### EXERCISE:
Using the entries below, output each line exactly from the first through the one that contains "position:relative; flex:1; overflow:hidden".

»»

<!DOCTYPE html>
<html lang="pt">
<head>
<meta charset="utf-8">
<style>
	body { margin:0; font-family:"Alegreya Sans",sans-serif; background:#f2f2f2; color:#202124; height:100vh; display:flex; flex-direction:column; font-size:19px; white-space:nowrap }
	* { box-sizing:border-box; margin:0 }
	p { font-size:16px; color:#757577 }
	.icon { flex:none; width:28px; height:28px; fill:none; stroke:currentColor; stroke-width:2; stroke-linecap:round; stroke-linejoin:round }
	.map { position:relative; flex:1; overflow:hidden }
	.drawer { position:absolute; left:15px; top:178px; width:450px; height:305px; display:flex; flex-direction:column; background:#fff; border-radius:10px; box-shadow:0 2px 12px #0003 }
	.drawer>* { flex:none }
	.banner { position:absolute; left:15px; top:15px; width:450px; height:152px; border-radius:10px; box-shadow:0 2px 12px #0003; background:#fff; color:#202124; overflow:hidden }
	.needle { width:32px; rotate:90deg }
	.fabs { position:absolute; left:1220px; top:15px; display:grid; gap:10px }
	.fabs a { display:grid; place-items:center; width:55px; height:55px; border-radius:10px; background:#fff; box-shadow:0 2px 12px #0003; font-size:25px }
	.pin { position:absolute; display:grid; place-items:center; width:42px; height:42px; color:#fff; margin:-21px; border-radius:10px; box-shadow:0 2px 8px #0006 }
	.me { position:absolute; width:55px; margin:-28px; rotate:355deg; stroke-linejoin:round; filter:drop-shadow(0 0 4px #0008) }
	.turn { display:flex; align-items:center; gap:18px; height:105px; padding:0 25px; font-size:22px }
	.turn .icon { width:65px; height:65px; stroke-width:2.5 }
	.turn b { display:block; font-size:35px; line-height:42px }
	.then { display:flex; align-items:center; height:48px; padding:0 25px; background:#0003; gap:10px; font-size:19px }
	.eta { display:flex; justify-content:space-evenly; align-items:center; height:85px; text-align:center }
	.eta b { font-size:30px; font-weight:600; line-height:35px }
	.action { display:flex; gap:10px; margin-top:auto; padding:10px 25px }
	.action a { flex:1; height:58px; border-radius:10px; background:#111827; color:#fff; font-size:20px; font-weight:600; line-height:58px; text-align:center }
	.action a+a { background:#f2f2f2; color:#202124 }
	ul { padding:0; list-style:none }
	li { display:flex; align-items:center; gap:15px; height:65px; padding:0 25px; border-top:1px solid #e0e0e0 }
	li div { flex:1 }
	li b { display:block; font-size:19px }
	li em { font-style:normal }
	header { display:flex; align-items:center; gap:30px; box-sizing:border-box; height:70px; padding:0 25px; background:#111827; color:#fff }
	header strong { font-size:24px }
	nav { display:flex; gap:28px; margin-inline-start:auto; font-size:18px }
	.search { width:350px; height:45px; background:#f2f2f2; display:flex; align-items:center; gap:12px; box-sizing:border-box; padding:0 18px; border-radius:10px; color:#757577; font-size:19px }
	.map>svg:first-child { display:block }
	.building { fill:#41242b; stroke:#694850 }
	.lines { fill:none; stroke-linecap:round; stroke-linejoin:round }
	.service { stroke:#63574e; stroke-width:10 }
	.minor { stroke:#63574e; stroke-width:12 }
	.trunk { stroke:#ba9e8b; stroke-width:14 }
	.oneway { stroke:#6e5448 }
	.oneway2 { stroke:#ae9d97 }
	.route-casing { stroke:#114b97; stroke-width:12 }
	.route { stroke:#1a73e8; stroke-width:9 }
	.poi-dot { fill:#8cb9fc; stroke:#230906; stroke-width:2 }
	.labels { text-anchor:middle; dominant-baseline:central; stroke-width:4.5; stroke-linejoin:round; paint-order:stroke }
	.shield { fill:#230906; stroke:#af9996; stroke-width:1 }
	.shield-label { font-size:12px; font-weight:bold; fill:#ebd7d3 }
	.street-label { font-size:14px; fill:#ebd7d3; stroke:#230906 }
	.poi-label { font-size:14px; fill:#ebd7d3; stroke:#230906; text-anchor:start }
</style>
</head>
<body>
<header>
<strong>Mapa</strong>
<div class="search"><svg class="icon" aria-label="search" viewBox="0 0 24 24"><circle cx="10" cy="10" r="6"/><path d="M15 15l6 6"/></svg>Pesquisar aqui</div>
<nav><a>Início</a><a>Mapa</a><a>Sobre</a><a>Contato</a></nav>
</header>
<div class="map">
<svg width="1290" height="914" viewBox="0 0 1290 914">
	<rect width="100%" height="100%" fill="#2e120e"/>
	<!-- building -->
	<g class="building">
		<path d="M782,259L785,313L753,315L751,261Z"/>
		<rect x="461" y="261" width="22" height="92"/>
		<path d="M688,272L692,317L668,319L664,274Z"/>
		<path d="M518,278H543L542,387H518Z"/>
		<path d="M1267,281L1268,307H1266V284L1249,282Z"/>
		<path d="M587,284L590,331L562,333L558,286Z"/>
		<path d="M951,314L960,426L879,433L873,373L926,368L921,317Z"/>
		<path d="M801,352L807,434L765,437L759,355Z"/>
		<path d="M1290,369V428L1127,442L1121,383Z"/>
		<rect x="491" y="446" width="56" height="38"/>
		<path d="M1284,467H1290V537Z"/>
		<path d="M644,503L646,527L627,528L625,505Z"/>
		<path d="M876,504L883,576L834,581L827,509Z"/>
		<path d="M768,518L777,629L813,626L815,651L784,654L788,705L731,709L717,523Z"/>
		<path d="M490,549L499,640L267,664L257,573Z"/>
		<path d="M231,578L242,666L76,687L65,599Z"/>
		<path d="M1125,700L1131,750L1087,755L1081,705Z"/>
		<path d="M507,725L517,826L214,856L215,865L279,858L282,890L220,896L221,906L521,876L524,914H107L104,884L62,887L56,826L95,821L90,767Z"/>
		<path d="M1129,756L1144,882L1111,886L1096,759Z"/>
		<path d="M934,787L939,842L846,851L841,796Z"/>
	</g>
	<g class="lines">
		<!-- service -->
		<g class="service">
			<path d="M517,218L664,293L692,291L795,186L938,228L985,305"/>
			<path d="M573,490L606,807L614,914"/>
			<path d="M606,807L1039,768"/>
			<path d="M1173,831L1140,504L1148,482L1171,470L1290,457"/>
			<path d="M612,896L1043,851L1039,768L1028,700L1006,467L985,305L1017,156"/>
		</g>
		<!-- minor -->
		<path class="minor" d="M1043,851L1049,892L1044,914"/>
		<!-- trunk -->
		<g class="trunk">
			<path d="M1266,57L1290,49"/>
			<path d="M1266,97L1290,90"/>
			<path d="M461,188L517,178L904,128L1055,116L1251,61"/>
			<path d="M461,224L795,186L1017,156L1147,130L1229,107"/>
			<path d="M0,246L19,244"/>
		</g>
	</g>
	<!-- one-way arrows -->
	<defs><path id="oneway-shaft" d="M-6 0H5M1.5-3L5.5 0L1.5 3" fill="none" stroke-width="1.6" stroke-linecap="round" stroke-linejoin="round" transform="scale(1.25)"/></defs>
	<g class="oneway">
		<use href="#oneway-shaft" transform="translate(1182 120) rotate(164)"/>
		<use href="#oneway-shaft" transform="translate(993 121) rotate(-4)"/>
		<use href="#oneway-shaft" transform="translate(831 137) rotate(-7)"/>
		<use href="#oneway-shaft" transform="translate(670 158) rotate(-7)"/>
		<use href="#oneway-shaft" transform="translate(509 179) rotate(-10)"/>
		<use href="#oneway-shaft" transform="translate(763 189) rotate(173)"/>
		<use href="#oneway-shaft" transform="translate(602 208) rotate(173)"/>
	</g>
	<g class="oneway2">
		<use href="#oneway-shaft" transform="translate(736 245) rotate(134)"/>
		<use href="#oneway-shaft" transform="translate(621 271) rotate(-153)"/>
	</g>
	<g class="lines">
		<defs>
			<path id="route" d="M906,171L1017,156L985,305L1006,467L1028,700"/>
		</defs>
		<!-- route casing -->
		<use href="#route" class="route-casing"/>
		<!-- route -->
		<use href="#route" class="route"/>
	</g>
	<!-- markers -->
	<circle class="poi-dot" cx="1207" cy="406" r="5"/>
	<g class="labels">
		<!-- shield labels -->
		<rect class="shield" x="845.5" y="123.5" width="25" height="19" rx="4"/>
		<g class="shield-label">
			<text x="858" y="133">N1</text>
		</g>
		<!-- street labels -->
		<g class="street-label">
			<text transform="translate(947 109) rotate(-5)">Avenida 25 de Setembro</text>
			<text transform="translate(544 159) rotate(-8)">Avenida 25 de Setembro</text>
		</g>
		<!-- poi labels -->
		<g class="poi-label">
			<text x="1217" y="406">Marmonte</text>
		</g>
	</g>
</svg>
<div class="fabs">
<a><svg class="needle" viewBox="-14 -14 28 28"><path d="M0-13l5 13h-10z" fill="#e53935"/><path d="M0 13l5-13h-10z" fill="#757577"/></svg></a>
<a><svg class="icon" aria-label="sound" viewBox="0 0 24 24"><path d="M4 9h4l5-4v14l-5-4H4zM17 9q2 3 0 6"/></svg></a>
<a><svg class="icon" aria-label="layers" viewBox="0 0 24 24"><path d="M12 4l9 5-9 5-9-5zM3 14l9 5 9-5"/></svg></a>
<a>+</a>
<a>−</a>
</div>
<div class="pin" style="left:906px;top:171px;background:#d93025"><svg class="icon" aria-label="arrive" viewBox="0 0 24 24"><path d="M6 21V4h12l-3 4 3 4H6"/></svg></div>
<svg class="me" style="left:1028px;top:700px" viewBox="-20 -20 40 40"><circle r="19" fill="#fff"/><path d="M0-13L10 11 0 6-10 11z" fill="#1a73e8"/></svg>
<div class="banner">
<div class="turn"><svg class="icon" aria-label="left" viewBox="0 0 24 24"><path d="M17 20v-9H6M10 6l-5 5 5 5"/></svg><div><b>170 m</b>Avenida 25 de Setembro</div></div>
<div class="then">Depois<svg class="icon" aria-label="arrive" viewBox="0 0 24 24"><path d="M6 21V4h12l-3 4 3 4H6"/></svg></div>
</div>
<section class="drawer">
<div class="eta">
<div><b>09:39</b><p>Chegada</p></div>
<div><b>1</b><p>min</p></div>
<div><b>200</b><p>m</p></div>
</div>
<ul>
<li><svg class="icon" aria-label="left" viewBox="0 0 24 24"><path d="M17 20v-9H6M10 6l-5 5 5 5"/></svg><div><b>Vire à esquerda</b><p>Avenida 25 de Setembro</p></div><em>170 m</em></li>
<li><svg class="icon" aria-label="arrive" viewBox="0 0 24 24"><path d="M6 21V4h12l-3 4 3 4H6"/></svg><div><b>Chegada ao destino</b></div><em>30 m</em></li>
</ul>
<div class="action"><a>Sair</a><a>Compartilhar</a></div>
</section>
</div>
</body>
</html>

««

### REPLY:
<!DOCTYPE html>
<html lang="pt">
<head>
<meta charset="utf-8">
<style>
	body { margin:0; font-family:"Alegreya Sans",sans-serif; background:#f2f2f2; color:#202124; height:100vh; display:flex; flex-direction:column; font-size:19px; white-space:nowrap }
	* { box-sizing:border-box; margin:0 }
	p { font-size:16px; color:#757577 }
	.icon { flex:none; width:28px; height:28px; fill:none; stroke:currentColor; stroke-width:2; stroke-linecap:round; stroke-linejoin:round }
	.map { position:relative; flex:1; overflow:hidden }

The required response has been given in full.